As human beings, relationships and love is what makes us human – made in the image of God, and able to step into other people’s spaces.  Which is one way of speaking about the work of chaplaincy.

We also see that happening in the Gospels with Jesus – as he stepped into other peoples’ spaces. One of the Easter stories I really love is found in Luke chapter 24, when two disciples are on their way to Emmaus, and Jesus comes and walks with them.

We don’t know why exactly they had decided to leave Jerusalem. Maybe it was all getting a bit much for them, seeing their friend Jesus die or even the extraordinary claim that he was now alive. And what does Jesus do? He walks with them, and talks to them, and listens. And they end up sitting and breaking bread with him.

Similarly, the encounter of a chaplain with those they visit often starts with a ‘How are you?’ or ‘How’s things?’ The conversation that comes after is never predictable.
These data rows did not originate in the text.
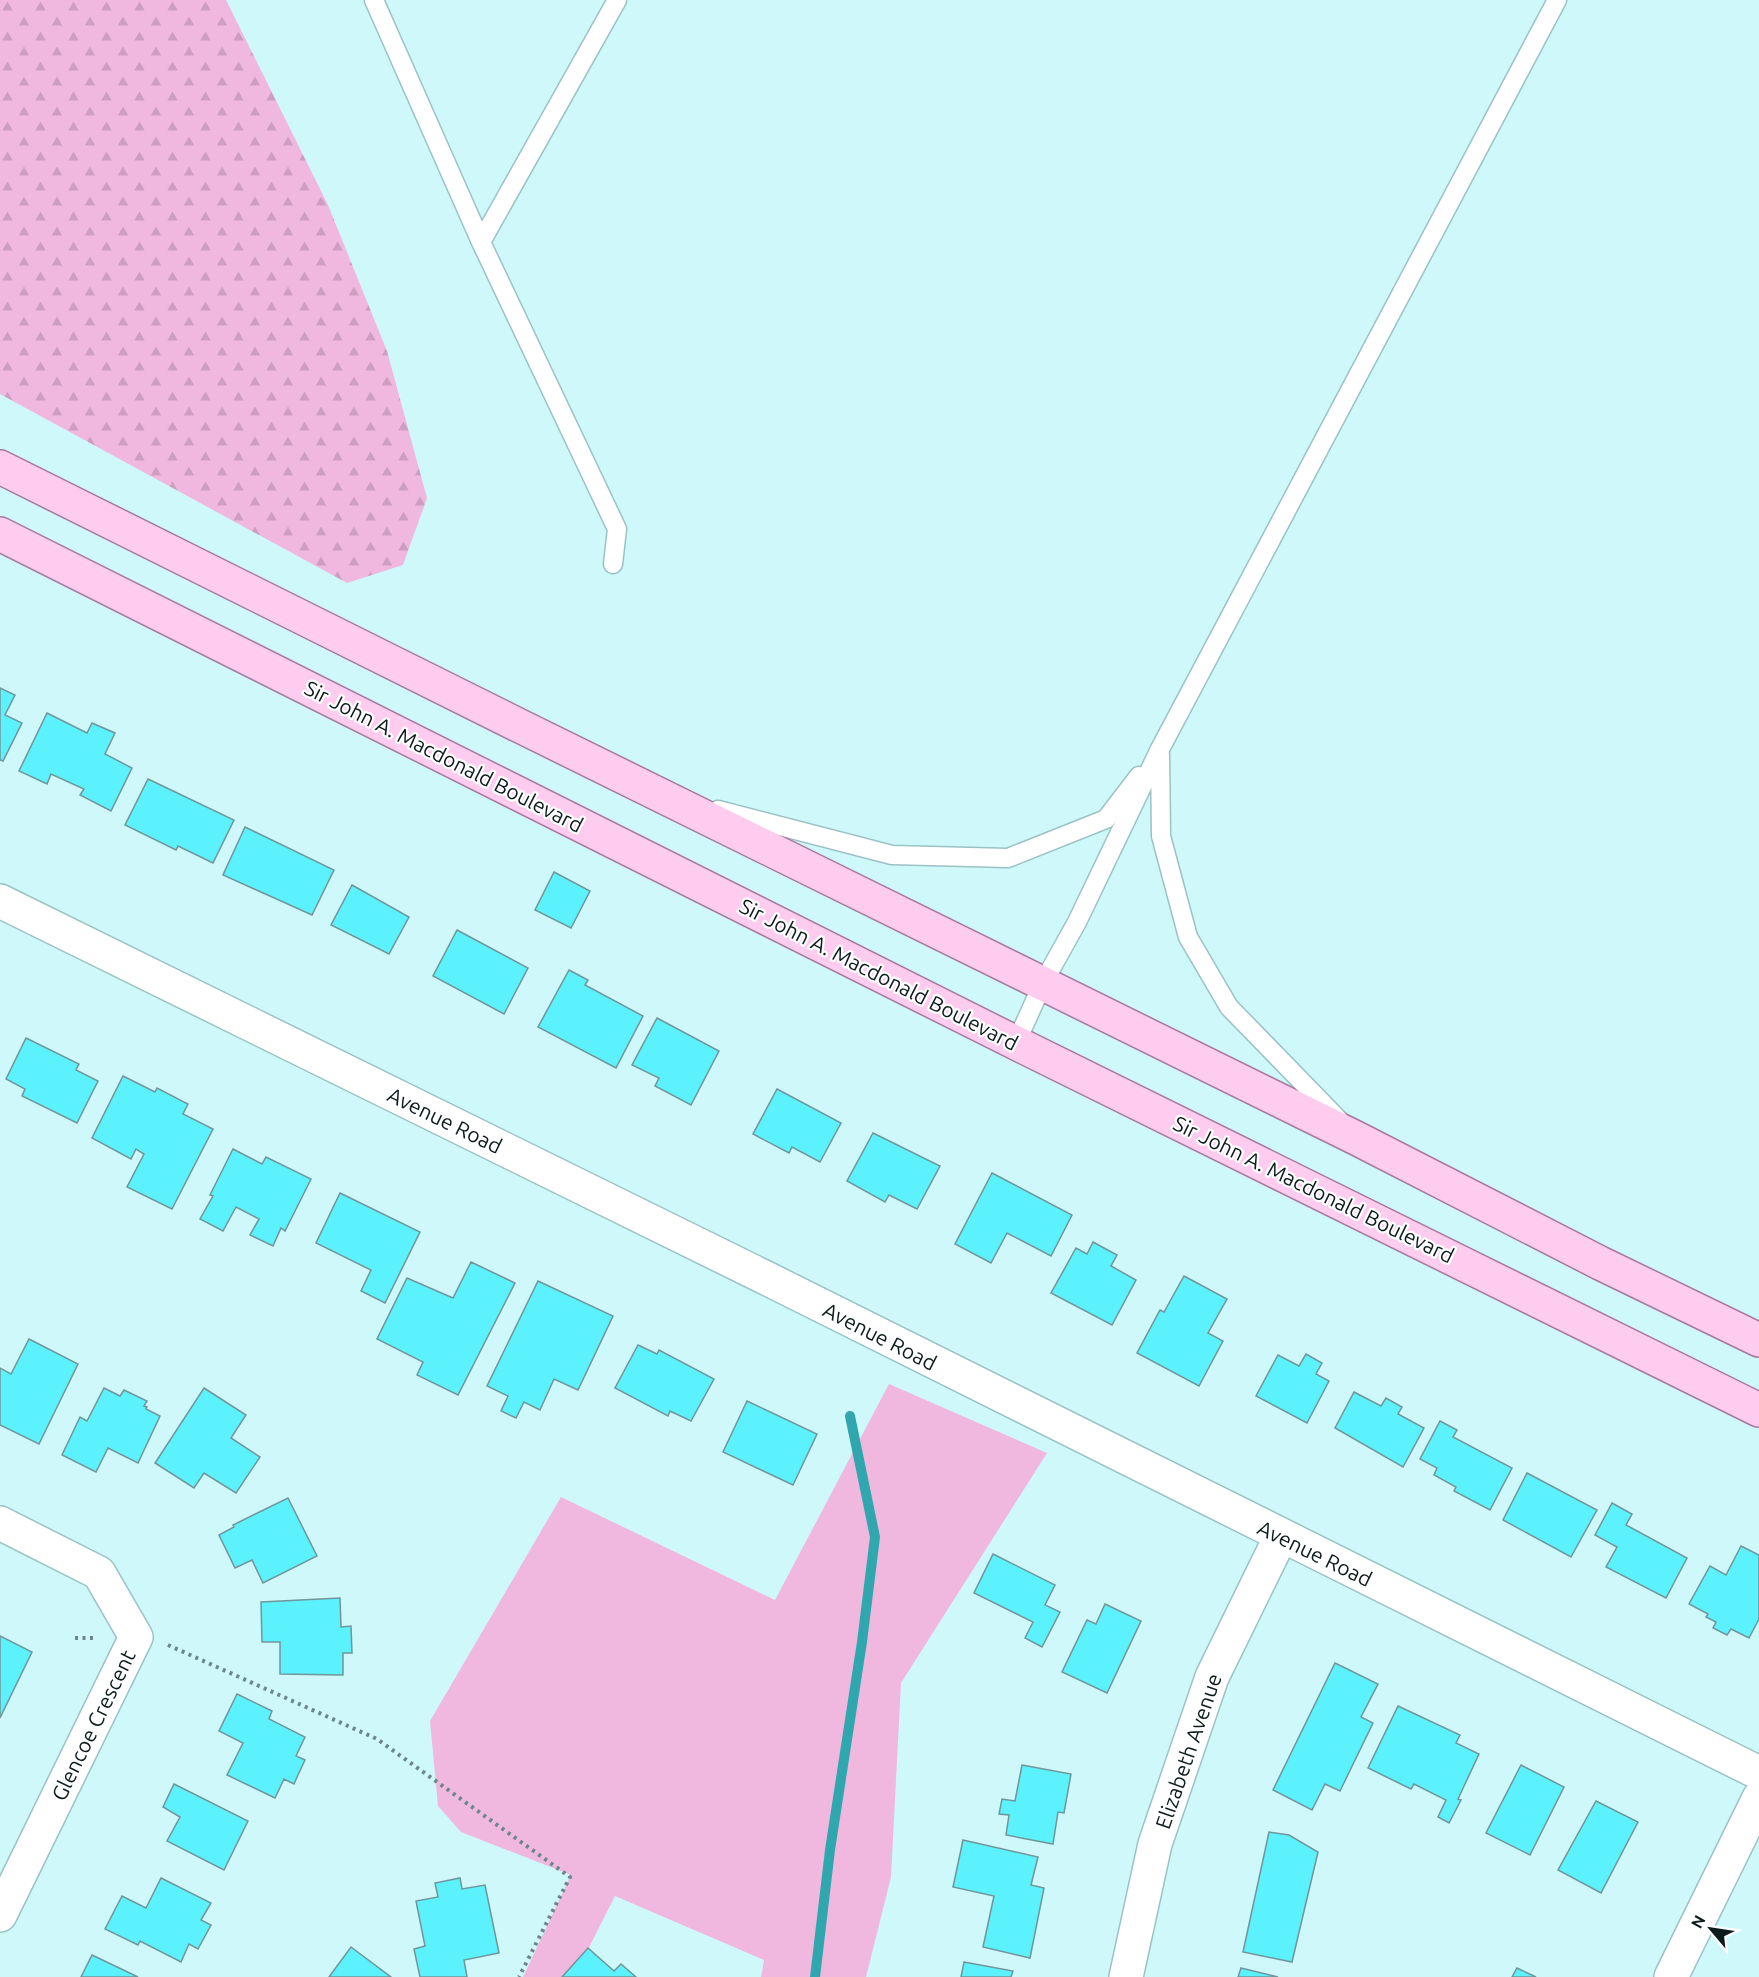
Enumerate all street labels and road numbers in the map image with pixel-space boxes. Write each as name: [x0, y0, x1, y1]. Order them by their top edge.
street label: Sir John A. Macdonald Boulevard: [301, 675, 587, 837]
street label: Sir John A. Macdonald Boulevard: [736, 893, 1022, 1055]
street label: Avenue Road: [384, 1082, 506, 1158]
street label: Sir John A. Macdonald Boulevard: [1170, 1110, 1458, 1268]
street label: Avenue Road: [819, 1297, 941, 1375]
street label: Avenue Road: [1254, 1515, 1376, 1591]
street label: Glencoe Crescent: [46, 1646, 140, 1804]
street label: Elizabeth Avenue: [1150, 1670, 1226, 1832]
There might be the sharing of joy and laughter, or the confiding of experiences that are sad and filled with disappointment.

Chaplains journey together with people and often find themselves in new places, spiritually speaking, that they may have never found themselves in before. Ultimately, the role of a chaplain is to discover, in the journeying with another, what God is up to in that person’s life, to pray for them and, filled with the Holy Spirit, love their neighbour as Jesus commanded.

Almighty God, in Jesus,
you step into the spaces of this world,
bringing healing, hope, love and life;
help us to see you in all places and people,
especially in the work people do;
and guide us as we step into the spaces of those we meet,
that we may share your compassion, care, forgiveness and mercy
as we seek your Kingdom on earth, as it is in heaven.
Amen

Especially we give thanks for:

  • The FWW Spring Seminar – ‘Meeting the Challenge’ at Pershore Baptist Church, on June 8th as chaplains, trustees and supporters came to share experiences and mutual encouragement.
  • FWW trustees who are retiring over the summer, for their contribution to our mission – for Peter Levitt, representing the Wolverhampton and Shrewsbury District of the Methodist Church, and Sarah Leeson, representing chaplains.

And we pray for:

  • Traders in Pershore indoor market, as they accept the news that the market will close – to make way for a new budget supermarket – and make plans for the future; and for their chaplain Carol Sandys.
  • Those most vulnerable from interest rates rises as the cost-of-living crisis continues and squeezes already tight pay packets.
  • For those under pressure at work and vulnerable to mental illness as a result of stress.
  • Those moving from education to employment at this time of the year.
  • Businesses and workplaces that are neighbours to our own churches.
  • FWW as it develops and shares its plans for sustaining and expanding the work of Workplace Chaplaincy across Worcestershire, aiming to be a volunteer-led organisation by January 2026.
  • Linda McRoy and Lucas Allmark, new chaplains in the Redditch Town Centre team, as they are commissioned this month, and for more people to volunteer as chaplains.
  • For those whose work is made harder due to climate change – those working outdoors, or in poorly designed offices and factories in hot weather, and in farming and food production in times of drought.
  • In our cycle of prayer this month for:
    • Chaplains in Kidderminster – Barbara Pugh, Albert Wilkinson, Shaun Armstrong.